◆ **About this exercise**:
Only a number is expected here: the count of lines in the data that contain "sans".

◆ **Dataset excerpts**:

* * * * * * * * *

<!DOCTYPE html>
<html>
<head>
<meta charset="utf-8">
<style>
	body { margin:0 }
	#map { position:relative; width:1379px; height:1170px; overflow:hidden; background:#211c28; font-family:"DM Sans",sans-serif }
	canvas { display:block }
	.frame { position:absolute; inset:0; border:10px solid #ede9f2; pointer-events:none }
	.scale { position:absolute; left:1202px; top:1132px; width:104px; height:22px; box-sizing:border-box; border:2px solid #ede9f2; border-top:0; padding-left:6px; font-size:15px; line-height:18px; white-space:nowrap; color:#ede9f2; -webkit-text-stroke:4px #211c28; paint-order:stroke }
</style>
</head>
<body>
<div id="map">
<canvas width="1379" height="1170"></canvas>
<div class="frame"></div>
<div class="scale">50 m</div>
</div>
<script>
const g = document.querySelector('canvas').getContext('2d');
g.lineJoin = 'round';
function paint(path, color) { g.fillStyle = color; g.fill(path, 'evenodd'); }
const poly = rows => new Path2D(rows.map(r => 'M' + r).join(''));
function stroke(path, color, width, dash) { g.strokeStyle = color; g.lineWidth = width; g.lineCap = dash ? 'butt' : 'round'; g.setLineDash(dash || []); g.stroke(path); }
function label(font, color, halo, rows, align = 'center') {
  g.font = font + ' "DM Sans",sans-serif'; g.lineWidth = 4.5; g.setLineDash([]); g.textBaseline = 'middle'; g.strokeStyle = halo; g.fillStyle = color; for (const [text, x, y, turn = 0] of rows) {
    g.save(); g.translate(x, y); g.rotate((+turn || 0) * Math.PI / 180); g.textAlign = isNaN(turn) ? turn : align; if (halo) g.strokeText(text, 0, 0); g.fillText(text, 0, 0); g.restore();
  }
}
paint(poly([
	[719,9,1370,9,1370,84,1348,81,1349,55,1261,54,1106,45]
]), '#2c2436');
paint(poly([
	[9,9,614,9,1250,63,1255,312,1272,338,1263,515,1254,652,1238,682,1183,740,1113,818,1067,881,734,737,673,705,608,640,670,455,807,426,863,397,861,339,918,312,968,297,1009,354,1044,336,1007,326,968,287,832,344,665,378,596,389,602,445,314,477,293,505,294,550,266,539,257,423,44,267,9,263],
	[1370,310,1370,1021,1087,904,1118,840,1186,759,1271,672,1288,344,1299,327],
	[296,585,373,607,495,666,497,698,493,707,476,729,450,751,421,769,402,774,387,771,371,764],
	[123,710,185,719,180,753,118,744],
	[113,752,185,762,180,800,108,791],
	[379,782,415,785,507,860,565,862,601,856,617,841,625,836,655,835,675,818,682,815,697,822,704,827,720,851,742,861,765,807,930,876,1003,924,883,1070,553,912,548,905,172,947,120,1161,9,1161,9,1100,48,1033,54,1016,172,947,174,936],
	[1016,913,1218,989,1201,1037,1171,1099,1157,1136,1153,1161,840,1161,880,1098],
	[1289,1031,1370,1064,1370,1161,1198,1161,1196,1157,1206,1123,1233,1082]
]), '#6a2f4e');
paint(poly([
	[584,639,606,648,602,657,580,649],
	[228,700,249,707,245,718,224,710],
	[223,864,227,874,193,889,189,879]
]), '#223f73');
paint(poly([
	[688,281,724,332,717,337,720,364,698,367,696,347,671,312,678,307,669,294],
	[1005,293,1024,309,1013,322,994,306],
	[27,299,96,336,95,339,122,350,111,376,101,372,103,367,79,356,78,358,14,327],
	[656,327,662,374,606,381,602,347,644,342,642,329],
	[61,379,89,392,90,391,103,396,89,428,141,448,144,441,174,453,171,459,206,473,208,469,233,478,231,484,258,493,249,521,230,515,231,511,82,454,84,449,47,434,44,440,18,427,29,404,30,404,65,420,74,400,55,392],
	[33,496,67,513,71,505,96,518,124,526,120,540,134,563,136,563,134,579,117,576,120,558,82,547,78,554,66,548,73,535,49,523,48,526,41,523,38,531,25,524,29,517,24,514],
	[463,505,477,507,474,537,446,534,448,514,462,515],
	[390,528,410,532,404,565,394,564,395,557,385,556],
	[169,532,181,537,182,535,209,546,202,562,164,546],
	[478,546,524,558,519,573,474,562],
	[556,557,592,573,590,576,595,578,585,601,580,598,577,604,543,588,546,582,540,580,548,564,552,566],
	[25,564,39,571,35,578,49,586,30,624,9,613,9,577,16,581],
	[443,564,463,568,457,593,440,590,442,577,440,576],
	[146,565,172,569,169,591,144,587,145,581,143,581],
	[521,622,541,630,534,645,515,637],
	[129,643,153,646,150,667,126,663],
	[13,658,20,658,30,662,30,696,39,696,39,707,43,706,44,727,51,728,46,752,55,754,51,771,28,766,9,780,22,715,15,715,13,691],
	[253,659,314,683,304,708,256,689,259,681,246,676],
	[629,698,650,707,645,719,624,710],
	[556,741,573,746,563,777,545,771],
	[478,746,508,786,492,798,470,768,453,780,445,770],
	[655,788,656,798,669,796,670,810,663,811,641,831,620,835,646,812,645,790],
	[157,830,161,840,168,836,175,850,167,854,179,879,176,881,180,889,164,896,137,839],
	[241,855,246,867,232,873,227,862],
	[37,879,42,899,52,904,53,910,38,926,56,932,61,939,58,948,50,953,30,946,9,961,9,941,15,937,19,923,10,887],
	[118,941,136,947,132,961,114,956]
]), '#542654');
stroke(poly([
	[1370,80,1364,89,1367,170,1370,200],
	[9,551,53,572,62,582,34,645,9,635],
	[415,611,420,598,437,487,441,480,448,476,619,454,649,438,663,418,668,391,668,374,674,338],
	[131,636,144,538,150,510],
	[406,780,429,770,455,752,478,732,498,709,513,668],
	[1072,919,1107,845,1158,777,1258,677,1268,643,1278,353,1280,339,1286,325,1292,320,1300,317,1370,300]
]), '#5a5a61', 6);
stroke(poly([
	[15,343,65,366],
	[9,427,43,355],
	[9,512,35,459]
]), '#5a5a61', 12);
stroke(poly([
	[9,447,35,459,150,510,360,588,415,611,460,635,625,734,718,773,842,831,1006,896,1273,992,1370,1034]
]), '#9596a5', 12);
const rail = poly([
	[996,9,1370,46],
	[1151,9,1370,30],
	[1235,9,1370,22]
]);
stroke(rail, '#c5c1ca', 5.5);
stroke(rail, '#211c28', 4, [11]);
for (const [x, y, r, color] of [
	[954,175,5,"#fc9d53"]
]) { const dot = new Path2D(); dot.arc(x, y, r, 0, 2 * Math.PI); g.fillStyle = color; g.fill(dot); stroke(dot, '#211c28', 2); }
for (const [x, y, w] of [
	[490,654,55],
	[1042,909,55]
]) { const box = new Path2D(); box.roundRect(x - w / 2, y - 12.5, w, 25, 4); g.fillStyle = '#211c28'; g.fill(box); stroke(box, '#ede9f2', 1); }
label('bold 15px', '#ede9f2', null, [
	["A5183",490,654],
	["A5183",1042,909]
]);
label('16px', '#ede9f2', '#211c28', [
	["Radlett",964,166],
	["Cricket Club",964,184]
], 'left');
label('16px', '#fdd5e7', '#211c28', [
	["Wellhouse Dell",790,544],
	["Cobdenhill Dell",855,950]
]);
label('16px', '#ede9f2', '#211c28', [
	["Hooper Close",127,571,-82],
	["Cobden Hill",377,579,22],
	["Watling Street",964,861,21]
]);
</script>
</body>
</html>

* * * * * * * * *

◆ **Task answer**:
2